START RECORDED INFORMATION
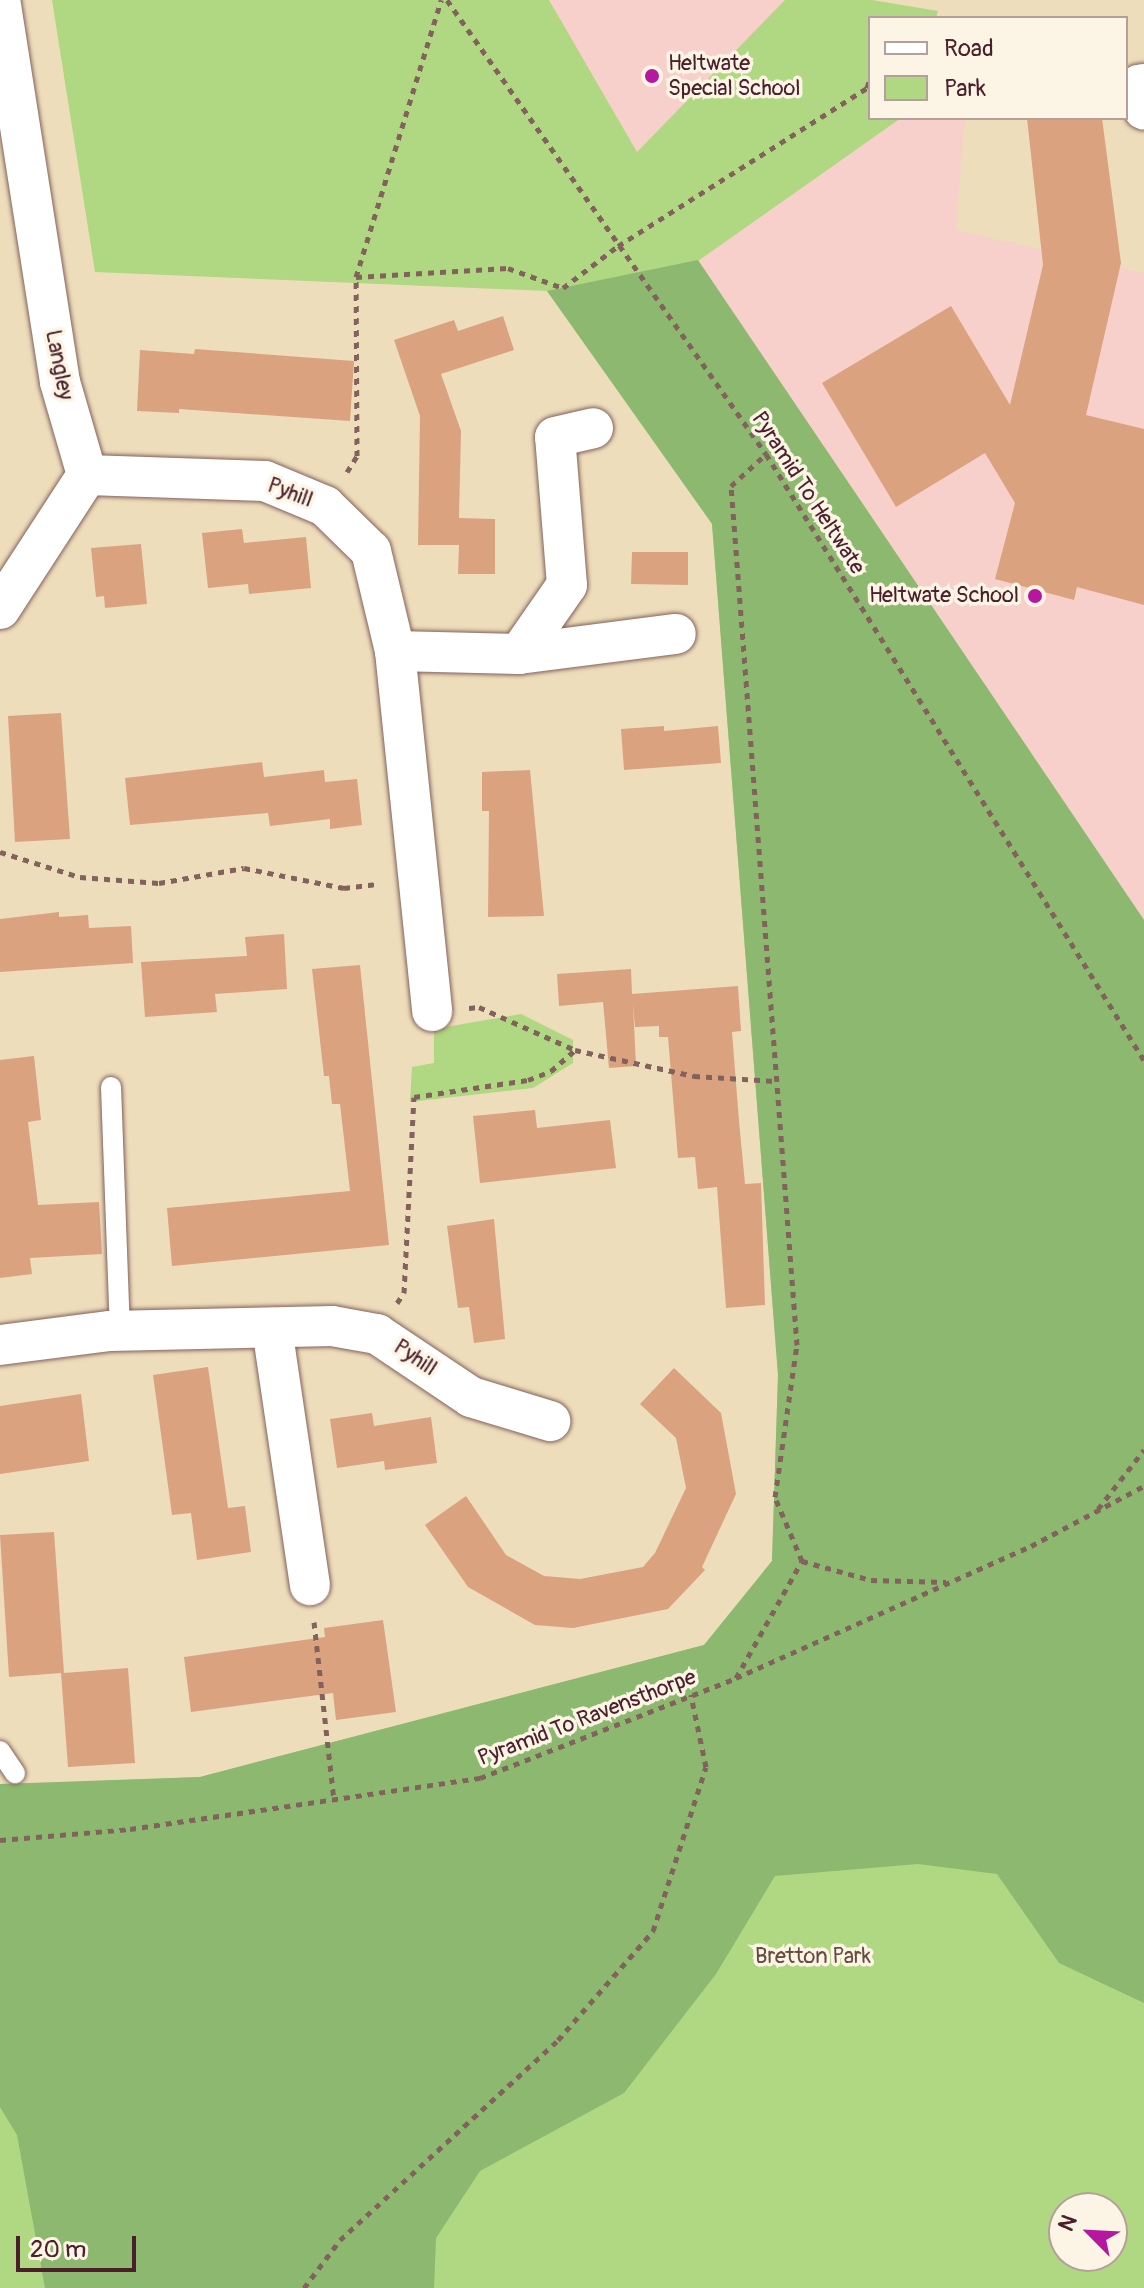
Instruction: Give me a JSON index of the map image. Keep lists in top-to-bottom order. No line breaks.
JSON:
{"streets":{"street":["Langley","Pyhill"],"path":["Pyramid To Heltwate","Pyramid To Ravensthorpe"]},"crossings":[["Langley","Pyhill"]],"parks":["Bretton Park"],"places":["Heltwate Special School","Heltwate School"],"legend":["Road","Park"],"scale_bar":"20 m","north":"top left"}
END RECORDED INFORMATION
| WORK REQUEST |
All of the material must be repeated exactly in the answer, apart from the pictures.

| ANSWER BELOW |
Instruction: Give me a JSON index of the map image. Keep lists in top-to-bottom order. No line breaks.
JSON:
{"streets":{"street":["Langley","Pyhill"],"path":["Pyramid To Heltwate","Pyramid To Ravensthorpe"]},"crossings":[["Langley","Pyhill"]],"parks":["Bretton Park"],"places":["Heltwate Special School","Heltwate School"],"legend":["Road","Park"],"scale_bar":"20 m","north":"top left"}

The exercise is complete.